عَنْ جَابِرِ بْنِ عَبْدِ اللهِ قَالَ: نَهَى رَسُولُ اللهِ صَلَّى اللهُ عَلَيْهِ وَسَلَّمَ عَنِ الْمُزَابَنَةِ، وَالْمُحَاقَلَةِ، وَالْمُخَابَرَةِ، وَعَنْ بَيْعِ الثَّمَرَةِ حَتَّى تُشَقَّحَ. قَالَ: قُلْتُ لِسَعِيدٍ: مَا تُشَقَّحُ؟ قَالَ: تَحْمَارُّ وَتَصْفَارُّ، وَيُؤْكَلُ مِنْهَا. [رواه مسلم:1536]

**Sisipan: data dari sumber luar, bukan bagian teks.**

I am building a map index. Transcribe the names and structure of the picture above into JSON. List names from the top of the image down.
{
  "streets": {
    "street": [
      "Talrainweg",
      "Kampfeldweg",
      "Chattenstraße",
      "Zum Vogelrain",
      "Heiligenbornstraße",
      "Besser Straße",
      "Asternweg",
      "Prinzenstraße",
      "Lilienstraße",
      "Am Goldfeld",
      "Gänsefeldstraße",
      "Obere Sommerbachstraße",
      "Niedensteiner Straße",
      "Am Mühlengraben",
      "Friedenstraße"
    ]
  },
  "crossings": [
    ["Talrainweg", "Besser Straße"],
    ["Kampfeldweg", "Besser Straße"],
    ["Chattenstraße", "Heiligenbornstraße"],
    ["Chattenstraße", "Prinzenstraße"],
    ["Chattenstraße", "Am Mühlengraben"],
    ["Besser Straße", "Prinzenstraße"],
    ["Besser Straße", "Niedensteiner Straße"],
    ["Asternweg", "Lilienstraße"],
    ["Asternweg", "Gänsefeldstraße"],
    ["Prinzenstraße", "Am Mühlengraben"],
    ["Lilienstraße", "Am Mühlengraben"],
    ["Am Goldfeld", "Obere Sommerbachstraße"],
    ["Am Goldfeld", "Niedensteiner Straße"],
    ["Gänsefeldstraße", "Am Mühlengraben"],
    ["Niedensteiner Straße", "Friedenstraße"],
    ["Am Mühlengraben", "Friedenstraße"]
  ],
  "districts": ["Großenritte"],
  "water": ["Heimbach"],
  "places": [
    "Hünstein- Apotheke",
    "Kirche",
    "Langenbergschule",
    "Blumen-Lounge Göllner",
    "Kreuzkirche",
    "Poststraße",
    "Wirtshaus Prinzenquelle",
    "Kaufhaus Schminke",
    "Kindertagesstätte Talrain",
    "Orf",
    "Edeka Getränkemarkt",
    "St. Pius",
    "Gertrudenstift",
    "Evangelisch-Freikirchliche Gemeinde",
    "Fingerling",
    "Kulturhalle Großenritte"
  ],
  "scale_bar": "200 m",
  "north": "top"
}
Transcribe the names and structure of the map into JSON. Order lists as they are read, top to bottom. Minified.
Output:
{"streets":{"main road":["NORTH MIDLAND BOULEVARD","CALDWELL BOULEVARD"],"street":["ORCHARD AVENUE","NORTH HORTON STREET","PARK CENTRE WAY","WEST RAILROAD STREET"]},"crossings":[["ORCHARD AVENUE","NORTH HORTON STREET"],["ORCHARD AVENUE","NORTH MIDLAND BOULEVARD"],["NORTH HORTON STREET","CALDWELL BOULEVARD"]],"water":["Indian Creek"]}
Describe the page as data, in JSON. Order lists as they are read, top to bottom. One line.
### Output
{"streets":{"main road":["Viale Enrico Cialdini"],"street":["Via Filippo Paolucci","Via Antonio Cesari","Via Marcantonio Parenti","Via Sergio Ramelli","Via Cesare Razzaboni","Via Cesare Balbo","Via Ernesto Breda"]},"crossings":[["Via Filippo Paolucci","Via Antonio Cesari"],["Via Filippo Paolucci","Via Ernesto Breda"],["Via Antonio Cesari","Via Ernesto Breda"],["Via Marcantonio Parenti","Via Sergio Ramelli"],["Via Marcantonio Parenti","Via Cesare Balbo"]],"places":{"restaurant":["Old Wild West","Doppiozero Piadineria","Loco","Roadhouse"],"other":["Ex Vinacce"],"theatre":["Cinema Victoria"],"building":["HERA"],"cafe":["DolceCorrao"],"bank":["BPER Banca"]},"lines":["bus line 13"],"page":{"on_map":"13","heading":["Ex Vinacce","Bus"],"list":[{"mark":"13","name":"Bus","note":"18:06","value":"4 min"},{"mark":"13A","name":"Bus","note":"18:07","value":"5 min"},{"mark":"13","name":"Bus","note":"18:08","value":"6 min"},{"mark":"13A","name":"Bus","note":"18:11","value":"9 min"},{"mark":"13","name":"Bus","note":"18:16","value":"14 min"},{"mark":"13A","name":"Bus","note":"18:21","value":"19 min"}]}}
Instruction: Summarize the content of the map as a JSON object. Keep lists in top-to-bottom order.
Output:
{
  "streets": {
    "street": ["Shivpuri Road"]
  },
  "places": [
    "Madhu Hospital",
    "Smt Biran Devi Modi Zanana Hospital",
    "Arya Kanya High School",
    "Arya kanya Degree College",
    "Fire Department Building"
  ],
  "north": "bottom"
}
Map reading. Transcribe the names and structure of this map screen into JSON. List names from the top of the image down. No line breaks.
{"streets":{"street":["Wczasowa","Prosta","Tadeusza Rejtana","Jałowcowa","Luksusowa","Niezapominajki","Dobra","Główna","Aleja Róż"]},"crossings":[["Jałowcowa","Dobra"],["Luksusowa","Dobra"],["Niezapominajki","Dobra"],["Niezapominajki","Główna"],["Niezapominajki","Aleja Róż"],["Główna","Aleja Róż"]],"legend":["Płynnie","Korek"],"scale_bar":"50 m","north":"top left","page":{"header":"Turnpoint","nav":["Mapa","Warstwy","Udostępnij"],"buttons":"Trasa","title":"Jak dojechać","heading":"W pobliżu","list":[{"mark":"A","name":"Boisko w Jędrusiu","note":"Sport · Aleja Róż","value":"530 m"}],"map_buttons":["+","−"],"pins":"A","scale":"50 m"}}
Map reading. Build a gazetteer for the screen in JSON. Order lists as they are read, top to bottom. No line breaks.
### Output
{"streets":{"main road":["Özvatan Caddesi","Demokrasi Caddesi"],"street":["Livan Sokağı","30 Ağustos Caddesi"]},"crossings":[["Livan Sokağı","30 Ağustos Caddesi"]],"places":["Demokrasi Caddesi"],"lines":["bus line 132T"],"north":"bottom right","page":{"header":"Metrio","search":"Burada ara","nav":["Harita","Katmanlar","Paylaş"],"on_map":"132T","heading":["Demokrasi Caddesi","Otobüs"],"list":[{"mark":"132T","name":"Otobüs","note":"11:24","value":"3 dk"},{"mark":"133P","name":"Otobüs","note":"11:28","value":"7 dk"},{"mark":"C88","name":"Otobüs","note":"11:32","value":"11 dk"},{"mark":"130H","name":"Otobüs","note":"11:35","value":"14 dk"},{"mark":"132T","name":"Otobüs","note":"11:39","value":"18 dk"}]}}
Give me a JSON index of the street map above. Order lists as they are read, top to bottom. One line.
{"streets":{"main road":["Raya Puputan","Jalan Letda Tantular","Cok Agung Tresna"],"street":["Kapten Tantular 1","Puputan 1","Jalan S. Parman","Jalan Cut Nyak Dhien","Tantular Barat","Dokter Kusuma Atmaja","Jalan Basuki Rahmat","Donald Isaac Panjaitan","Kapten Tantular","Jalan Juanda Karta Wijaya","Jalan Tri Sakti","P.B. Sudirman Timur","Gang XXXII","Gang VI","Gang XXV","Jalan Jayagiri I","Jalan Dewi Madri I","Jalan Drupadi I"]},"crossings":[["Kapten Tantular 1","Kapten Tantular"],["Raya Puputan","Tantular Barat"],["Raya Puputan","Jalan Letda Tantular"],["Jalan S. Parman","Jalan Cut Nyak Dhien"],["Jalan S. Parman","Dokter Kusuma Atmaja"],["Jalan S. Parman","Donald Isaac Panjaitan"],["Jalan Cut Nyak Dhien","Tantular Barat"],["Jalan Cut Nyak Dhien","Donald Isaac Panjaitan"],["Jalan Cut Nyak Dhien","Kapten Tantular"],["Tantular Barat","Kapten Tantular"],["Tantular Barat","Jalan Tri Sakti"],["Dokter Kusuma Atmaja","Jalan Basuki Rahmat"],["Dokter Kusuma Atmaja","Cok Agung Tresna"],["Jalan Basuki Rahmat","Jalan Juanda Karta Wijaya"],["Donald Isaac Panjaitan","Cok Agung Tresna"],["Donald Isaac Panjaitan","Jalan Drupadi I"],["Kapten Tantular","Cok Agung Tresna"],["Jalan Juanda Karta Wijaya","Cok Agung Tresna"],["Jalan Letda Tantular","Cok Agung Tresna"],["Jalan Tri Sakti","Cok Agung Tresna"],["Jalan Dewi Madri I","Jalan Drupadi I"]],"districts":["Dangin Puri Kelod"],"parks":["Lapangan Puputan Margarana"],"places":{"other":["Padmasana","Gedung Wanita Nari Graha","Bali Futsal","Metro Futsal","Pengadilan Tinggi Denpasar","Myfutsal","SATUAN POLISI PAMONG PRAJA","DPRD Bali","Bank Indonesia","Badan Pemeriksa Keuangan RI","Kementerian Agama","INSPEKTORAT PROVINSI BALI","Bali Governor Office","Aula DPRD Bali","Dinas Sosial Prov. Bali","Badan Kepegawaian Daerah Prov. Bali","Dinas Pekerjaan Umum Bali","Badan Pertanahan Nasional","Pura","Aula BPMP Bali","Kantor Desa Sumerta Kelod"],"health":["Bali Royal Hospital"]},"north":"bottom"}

Artinya: Hadis dari Jabir bin Abdullah dia berkata: Rasulullah SAW melarang jual beli muzabanah, muhaqalah dan mukhabarah, melarang menjual buah hingga terlihat matang.” Saya bertanya kepada Sa’id: “Bagaimana terlihat matangnya?” Dia menjawab: “Jika telah memerah dan menguning dan layak untuk dimakan.” (HR.Muslim:1536)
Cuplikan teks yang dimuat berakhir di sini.